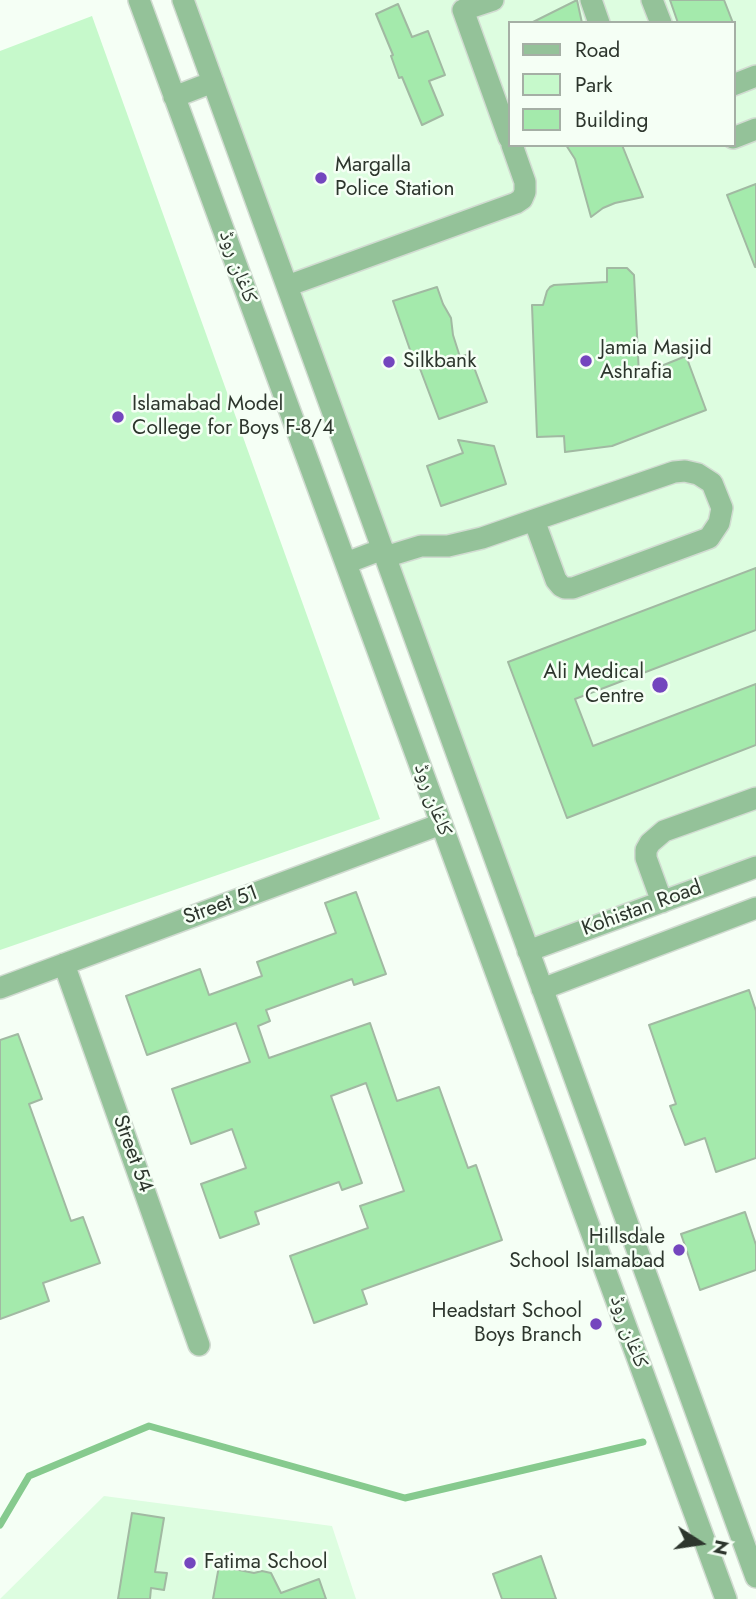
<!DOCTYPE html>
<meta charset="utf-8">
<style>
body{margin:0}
#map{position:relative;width:756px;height:1599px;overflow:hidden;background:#f5fff5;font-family:Jost,sans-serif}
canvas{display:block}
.legend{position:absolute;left:508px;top:21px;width:228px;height:126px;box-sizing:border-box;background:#f5fff5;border:2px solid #a5afa5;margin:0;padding:9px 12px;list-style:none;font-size:21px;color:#2d362d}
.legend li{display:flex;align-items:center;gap:14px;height:35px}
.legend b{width:35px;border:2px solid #a5afa5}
.north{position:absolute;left:665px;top:1508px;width:70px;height:70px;-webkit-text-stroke:5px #f5fff5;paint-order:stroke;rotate:102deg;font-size:19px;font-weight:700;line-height:28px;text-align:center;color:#2d362d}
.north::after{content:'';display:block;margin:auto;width:24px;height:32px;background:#2d362d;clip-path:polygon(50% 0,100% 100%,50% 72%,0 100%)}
</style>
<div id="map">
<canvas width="756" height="1599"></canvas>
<ul class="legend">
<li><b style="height:9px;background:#94c299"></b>Road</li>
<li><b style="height:19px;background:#c6f9cb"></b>Park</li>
<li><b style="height:19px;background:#a4eaac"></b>Building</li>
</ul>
<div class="north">N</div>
</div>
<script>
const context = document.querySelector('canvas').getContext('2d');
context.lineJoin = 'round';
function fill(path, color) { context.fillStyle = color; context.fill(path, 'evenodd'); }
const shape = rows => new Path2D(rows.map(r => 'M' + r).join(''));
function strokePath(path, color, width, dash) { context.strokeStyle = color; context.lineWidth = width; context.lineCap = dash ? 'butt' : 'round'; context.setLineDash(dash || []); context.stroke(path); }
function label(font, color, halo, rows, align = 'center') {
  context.font = font + ' Jost,"Noto Naskh Arabic",sans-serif'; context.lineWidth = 5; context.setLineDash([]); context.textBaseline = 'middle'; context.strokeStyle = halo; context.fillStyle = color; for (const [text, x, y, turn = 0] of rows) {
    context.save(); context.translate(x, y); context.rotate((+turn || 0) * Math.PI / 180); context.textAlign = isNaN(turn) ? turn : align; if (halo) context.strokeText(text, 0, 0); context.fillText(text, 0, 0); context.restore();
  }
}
const built = shape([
 [184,0,756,0,756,867,528,951],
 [509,23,733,23,733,145,509,145],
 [104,1496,332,1526,356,1599,0,1599]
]);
const green = shape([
 [92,16,380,819,0,950,0,51]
]);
const stream = shape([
 [0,1525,29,1476,149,1426,405,1498,643,1442]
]);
const building = shape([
 [577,0,582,23,531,23,577,0],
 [670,0,724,0,733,23,678,23,670,0],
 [398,4,412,37,428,31,445,75,429,81,443,115,422,125,402,77,399,78,391,56,393,55,376,14,398,4],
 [566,145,622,145,643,197,615,203,603,208,591,217,575,159,566,145],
 [756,184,756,267,755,267,727,195,756,184],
 [607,268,627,268,634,275,639,375,686,356,706,410,612,446,565,452,564,436,537,437,532,305,543,305,547,291,550,287,554,285,607,282,607,268],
 [437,287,443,304,451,318,453,335,460,357,469,354,487,402,439,419,419,366,416,367,393,301,437,287],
 [458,440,494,446,506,484,441,506,427,466,463,453,458,440],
 [756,568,756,630,575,699,593,746,756,684,756,745,567,818,508,662,756,568],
 [356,892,386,974,354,985,352,979,266,1010,270,1021,258,1026,269,1058,370,1023,397,1101,439,1087,468,1168,476,1165,502,1240,362,1290,367,1304,314,1323,290,1256,368,1228,360,1206,404,1191,366,1083,331,1096,362,1183,342,1190,339,1182,255,1212,259,1224,220,1238,201,1184,246,1168,232,1129,191,1144,172,1089,250,1062,236,1023,147,1055,126,996,200,969,209,995,262,976,257,962,336,933,325,903,356,892],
 [749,990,756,1011,756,1158,716,1172,705,1138,685,1145,670,1106,676,1104,649,1025,749,990],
 [18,1034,42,1099,29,1104,71,1221,83,1217,100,1263,43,1283,49,1301,0,1319,0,1040,18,1034],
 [745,1212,756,1245,756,1270,700,1290,681,1234,745,1212],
 [132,1513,164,1518,155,1572,167,1573,164,1590,151,1588,150,1599,118,1599,132,1513],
 [541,1556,556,1599,502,1599,493,1574,541,1556],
 [219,1566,254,1573,262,1571,271,1573,281,1593,319,1579,326,1599,213,1599,219,1566]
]);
const minor = shape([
 [139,0,726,1599],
 [183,0,756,1577],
 [493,0,463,10,509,138],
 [591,0,599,23],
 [652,0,661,23],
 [733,85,756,76],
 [174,97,213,82],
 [733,138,756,129],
 [287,286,516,203,522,199,525,192,525,182,512,145],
 [385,557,421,546,448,546,482,538,534,520,674,472,685,471,698,474,712,483,722,508,719,523,709,538,573,588,565,588,561,586,556,580,534,520],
 [346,563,383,549],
 [662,902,646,858,646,850,650,843,664,831,756,798],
 [528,951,756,867],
 [64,964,199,1345],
 [0,988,441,824],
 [542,989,756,908]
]);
const markers = [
 [321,178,7,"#7446be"],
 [586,361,7,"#7446be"],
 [389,362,7,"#7446be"],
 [118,417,7,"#7446be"],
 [660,685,9,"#7446be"],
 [679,1250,7,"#7446be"],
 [596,1324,7,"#7446be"],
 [190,1563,7,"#7446be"]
];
const poiNames = [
 ["Margalla",335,166],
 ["Police Station",335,190],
 ["Jamia Masjid",600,349],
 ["Ashrafia",600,373],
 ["Silkbank",403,362],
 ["Islamabad Model",132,405],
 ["College for Boys F-8/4",132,429],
 ["Ali Medical",644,673,"right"],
 ["Centre",644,697,"right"],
 ["Hillsdale",665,1238,"right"],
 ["School Islamabad",665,1262,"right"],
 ["Headstart School",582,1312,"right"],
 ["Boys Branch",582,1336,"right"],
 ["Fatima School",204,1563]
];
const streetNames = [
 ["کاغان روڈ",237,267,70],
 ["کاغان روڈ",432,800,70],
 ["Street 51",221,906,-20],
 ["Kohistan Road",642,909,-20],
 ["Street 54",132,1154,70],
 ["کاغان روڈ",628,1332,70]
];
fill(built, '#ddfde0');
fill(green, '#c6f9cb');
strokePath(stream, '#86ca8e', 7);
fill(building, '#a4eaac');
strokePath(building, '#a1b9a2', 2);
strokePath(minor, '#d1dbd1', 24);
strokePath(minor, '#94c299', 21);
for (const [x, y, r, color] of markers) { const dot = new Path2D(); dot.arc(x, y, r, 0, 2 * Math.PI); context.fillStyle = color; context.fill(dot); strokePath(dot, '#f5fff5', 2.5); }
label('21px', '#2d362d', '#f5fff5', poiNames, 'left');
label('21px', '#2d362d', '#f5fff5', streetNames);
</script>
◆ ◆ ◆ ◆ ◆ ◆ ◆
[Exercise requirements] Starting with the first line of the data above and ending with the line containing "function fill(path, color)", please restate every line exactly, leaving images out.

[Exercise solution]
<!DOCTYPE html>
<meta charset="utf-8">
<style>
body{margin:0}
#map{position:relative;width:756px;height:1599px;overflow:hidden;background:#f5fff5;font-family:Jost,sans-serif}
canvas{display:block}
.legend{position:absolute;left:508px;top:21px;width:228px;height:126px;box-sizing:border-box;background:#f5fff5;border:2px solid #a5afa5;margin:0;padding:9px 12px;list-style:none;font-size:21px;color:#2d362d}
.legend li{display:flex;align-items:center;gap:14px;height:35px}
.legend b{width:35px;border:2px solid #a5afa5}
.north{position:absolute;left:665px;top:1508px;width:70px;height:70px;-webkit-text-stroke:5px #f5fff5;paint-order:stroke;rotate:102deg;font-size:19px;font-weight:700;line-height:28px;text-align:center;color:#2d362d}
.north::after{content:'';display:block;margin:auto;width:24px;height:32px;background:#2d362d;clip-path:polygon(50% 0,100% 100%,50% 72%,0 100%)}
</style>
<div id="map">
<canvas width="756" height="1599"></canvas>
<ul class="legend">
<li><b style="height:9px;background:#94c299"></b>Road</li>
<li><b style="height:19px;background:#c6f9cb"></b>Park</li>
<li><b style="height:19px;background:#a4eaac"></b>Building</li>
</ul>
<div class="north">N</div>
</div>
<script>
const context = document.querySelector('canvas').getContext('2d');
context.lineJoin = 'round';
function fill(path, color) { context.fillStyle = color; context.fill(path, 'evenodd'); }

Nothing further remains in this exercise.